Jake Schwartz, PDG de General Assembly, leader de la fourniture de solutions d’apprentissage en milieu de travail, avait présenté un programme de recyclage au Directeur principal des ressources humaines (CHRO) d'une société inscrite au classement Fortune 500 et qui employait des milliers de personnes sur des marchés du monde entier.   M. Schwartz avait insisté pour que le CHRO prenne conscience de la valeur du recyclage, à savoir de la formation des salariés en poste pour satisfaire les besoins en talents à l’avenir. Mais ses efforts ont été vains. Cette société était retranchée dans une stratégie très traditionnelle de recherche de talents, où le licenciement suivi du recrutement de nouvelles personnes était à l’ordre du jour.  

M. Schwartz a déclaré avoir mis en avant les bénéfices du recyclage et du perfectionnement, mais que le CHRO n’a rien voulu entendre. Il a indiqué à quel point le recyclage est plus rentable et à quel point il protège la marque employeur, tout en réduisant les incertitudes qu’implique l’arrivée de nouveaux talents n’ayant pas encore fait leurs preuves.

 

 

Au cours des 10 dernières années, je pense qu'il y a eu une prise de conscience croissante du fait que le monde universitaire a fait défaut au monde des affaires.
JAKE SCHWARTZ CEO, GENERAL ASSEMBLY

 

À la fin de l’entretien, ils se sont tous deux serré la main, et M. Schwartz est parti convaincu que General Assembly ne ferait pas affaire avec cette société.

Et pourtant, quelques heures plus tard, M. Schwartz a reçu un e-mail du CHRO.  « Il m’a dit qu’après notre entretien, il avait étudié son budget d’acquisition de talents », s’est rappelé M. Schwartz. « Il m’a dit « Je ne m’étais absolument pas rendu compte que nous dépensions autant d’argent en essayant de recruter de nouvelles personnes.

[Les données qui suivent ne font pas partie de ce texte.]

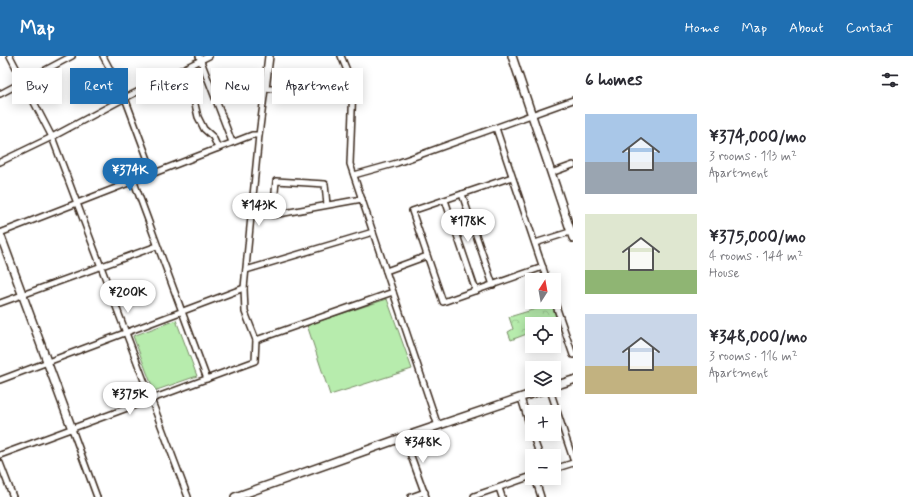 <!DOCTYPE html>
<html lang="en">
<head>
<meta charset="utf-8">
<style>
	body { margin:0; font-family:Mynerve,sans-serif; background:#f7f7f7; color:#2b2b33; height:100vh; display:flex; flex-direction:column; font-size:15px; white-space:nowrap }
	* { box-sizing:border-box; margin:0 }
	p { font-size:13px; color:#7c7c81 }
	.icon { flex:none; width:22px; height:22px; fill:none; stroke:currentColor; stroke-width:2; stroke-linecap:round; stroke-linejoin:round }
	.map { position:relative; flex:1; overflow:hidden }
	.side { display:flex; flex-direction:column; background:#fff; width:340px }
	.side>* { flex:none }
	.guide { position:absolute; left:12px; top:12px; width:380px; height:36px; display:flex; gap:8px }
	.needle { width:26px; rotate:11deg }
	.fabs { position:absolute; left:525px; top:217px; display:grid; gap:8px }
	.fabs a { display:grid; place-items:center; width:36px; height:36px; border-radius:0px; background:#fff; box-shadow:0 2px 10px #0003; font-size:20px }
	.price { position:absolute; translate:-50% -34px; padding:0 9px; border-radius:14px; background:#fff; color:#222; font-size:13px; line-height:26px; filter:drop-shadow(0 1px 2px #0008) }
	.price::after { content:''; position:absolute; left:50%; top:24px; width:12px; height:9px; margin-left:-6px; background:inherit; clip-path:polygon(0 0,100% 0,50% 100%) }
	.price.current { background:#1f6fb2; color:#fff }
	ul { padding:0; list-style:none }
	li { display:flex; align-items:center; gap:12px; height:100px; padding:0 12px }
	li span { display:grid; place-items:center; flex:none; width:112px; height:80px; border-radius:0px; color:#555 }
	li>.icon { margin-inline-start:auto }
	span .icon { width:48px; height:48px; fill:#fffc; stroke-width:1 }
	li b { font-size:17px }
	h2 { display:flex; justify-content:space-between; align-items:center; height:48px; padding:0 12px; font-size:17px }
	.tag { padding:0 14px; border-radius:0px; background:#fff; box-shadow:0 2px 10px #0003; font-size:14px; line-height:36px }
	.tag.current { background:#1f6fb2; color:#fff }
	header { display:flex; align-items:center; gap:24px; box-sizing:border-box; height:56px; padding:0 20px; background:#1f6fb2; color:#fff }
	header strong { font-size:19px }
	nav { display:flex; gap:22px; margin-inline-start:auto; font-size:14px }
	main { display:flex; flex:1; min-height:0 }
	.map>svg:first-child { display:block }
	.forest { fill:url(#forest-crowns); stroke:#798b66 }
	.pitch { fill:#b7ecad; stroke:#798b66 }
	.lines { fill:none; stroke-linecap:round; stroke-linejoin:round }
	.street-casing { stroke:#3b2a1e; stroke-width:8 }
	.secondary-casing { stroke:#3b2a1e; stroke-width:10 }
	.street { stroke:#fff; stroke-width:5 }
	.secondary { stroke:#fff; stroke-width:7 }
</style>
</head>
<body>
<header>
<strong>Map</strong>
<nav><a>Home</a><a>Map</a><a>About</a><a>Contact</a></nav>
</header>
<main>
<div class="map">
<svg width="573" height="441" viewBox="0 0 573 441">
	<defs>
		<pattern id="forest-crowns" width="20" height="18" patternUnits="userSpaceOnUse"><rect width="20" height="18" fill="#b7ecad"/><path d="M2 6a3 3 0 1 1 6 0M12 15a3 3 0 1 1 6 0" fill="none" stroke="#9ecb94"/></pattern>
	</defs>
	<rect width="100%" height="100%" fill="#fff"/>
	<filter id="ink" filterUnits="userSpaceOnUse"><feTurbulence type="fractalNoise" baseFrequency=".025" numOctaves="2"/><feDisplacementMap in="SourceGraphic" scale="8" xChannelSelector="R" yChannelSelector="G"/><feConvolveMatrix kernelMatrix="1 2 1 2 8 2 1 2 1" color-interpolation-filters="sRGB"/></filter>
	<g filter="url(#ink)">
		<polygon class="forest" points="552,248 558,267 554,269 532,268 532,276 511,284 508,276 513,273 509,261"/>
		<g class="pitch">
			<polygon points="387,243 412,313 330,339 307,269"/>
			<polygon points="176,264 197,320 154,335 133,280"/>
		</g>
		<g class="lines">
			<g class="street-casing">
				<g id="street">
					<polyline points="10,0 52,81 188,441"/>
					<polyline points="103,0 125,42 153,117"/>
					<polyline points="199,0 232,86"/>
					<polyline points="341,0 353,29 350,108 438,370"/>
					<polyline points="185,12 192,25 194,33 194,44 198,61 204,73 213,81 218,92"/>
					<polyline points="0,38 72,0"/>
					<polyline points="496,72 547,224"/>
					<polyline points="0,106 52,81 125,42 209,0"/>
					<polyline points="551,117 573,109"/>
					<polyline points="354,119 397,107 573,44"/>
					<polyline points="512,121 412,155 443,246 543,211"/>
					<polyline points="134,126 207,323"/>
					<polyline points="462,138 493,229"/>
					<polyline points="445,144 476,235"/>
					<polyline points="327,149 325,128 276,125 273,159 362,143"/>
					<polyline points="0,177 252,79 259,79"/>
					<polyline points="535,187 573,175"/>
					<polyline points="246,214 373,176"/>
					<polyline points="386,215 427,200"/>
					<polyline points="554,244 573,299"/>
					<polyline points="0,247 157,190"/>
					<polyline points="256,284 393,236"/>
					<polyline points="0,324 244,232"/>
					<polyline points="550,334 573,403"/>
					<polyline points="521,342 532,377"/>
					<polyline points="72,373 97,441"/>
					<polyline points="532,378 540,400"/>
					<polyline points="404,381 426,441"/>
					<polyline points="0,399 255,305 256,284 245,256 244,232 259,79 265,33 353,32"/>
					<polyline points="0,407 13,441"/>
					<polyline points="554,413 573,407"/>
					<polyline points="535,422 541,441"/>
					<polyline points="499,432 502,441"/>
					<polyline points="411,441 425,436"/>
					<polyline points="474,441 474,440 532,420"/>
				</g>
			</g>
			<g class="secondary-casing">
				<g id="secondary">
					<polyline points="512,0 573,182"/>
					<polyline points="265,33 269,0"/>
					<polyline points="0,178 72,373"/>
					<polyline points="554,330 573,324"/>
					<polyline points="235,441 404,381 543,334"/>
				</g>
			</g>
			<use href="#street" class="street"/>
			<use href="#secondary" class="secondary"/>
		</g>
	</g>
</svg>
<div class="fabs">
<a><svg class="needle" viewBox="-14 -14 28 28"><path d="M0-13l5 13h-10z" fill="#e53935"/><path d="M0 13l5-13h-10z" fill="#7c7c81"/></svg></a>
<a><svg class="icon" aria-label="locate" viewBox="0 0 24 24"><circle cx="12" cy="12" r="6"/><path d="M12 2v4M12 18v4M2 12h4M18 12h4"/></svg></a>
<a><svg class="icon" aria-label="layers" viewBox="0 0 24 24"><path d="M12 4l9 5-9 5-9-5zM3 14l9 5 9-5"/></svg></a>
<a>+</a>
<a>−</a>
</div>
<b class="price current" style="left:130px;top:136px">¥374K</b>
<b class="price" style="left:259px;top:171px">¥143K</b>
<b class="price" style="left:468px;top:187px">¥178K</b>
<b class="price" style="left:128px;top:258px">¥200K</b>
<b class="price" style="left:130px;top:360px">¥375K</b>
<b class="price" style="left:423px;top:408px">¥348K</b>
<div class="guide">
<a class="tag">Buy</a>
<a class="tag current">Rent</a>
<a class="tag">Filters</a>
<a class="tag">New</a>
<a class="tag">Apartment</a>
</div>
</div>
<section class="side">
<h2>6 homes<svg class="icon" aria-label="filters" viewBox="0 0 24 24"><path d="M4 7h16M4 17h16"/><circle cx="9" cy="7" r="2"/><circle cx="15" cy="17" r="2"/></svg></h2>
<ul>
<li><span style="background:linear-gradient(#a9c7e8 60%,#9aa5b1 0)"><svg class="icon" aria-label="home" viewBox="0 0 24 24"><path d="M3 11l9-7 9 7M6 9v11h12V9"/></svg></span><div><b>¥374,000/mo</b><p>3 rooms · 113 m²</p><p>Apartment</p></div></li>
<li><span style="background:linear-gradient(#dfe7d0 70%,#8fb573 0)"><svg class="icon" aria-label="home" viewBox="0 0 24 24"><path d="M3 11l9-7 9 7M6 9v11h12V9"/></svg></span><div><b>¥375,000/mo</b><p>4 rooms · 144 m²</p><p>House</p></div></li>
<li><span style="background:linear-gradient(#c9d6e8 65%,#c2b280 0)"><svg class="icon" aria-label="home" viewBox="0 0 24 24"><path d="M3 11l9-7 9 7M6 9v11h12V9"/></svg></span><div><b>¥348,000/mo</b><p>3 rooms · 116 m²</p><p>Apartment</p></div></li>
</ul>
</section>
</main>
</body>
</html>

Et que nous dépensions si peu pour faire en sorte que nos salariés en poste puissent satisfaire nos besoins à l’avenir. »

Comme lors de plusieurs autres visites commerciales, ce CHRO a réfléchi à ce qu’il avait entendu, étudié les chiffres de façon plus approfondie, et il a finalement souhaité avoir davantage d’informations au sujet du recyclage. M. Schwartz a indiqué que pour la plupart des entreprises, il fallait plus d’un entretien pour les convaincre de transformer leur stratégie de gestion des talents.

« Un nombre croissant d’employeurs parviennent à la même conclusion », a indiqué M. Schwartz. « Dans le monde des cols blancs, nous avons assisté à la rapide ascension des compétences techniques et spécialisées qui demandent un recyclage et un perfectionnement presque permanents afin de suivre le rythme de l’innovation. Cela signifie que davantage d’entreprises réalisent brusquement qu’elles ont besoin de modifier leur approche de la formation. »

Avec cette mutation, les entreprises sont de plus en plus nombreuses à bouleverser leur état d’esprit concernant la formation. 

M. Schwartz a reconnu que pendant très longtemps l’apprentissage en milieu de travail a été plus considéré comme un avantage permettant de fidéliser et de stimuler l’engagement, que comme un outil de développement de talents.  Une entreprise aurait, par exemple, payer pour qu'un dirigeant obtienne un MBA. Cela n’avait peut-être pas un énorme impact sur le vivier de talents, mais cela fidélisait effectivement envers la marque employeur et contribuait éventuellement au recrutement d’autres talents.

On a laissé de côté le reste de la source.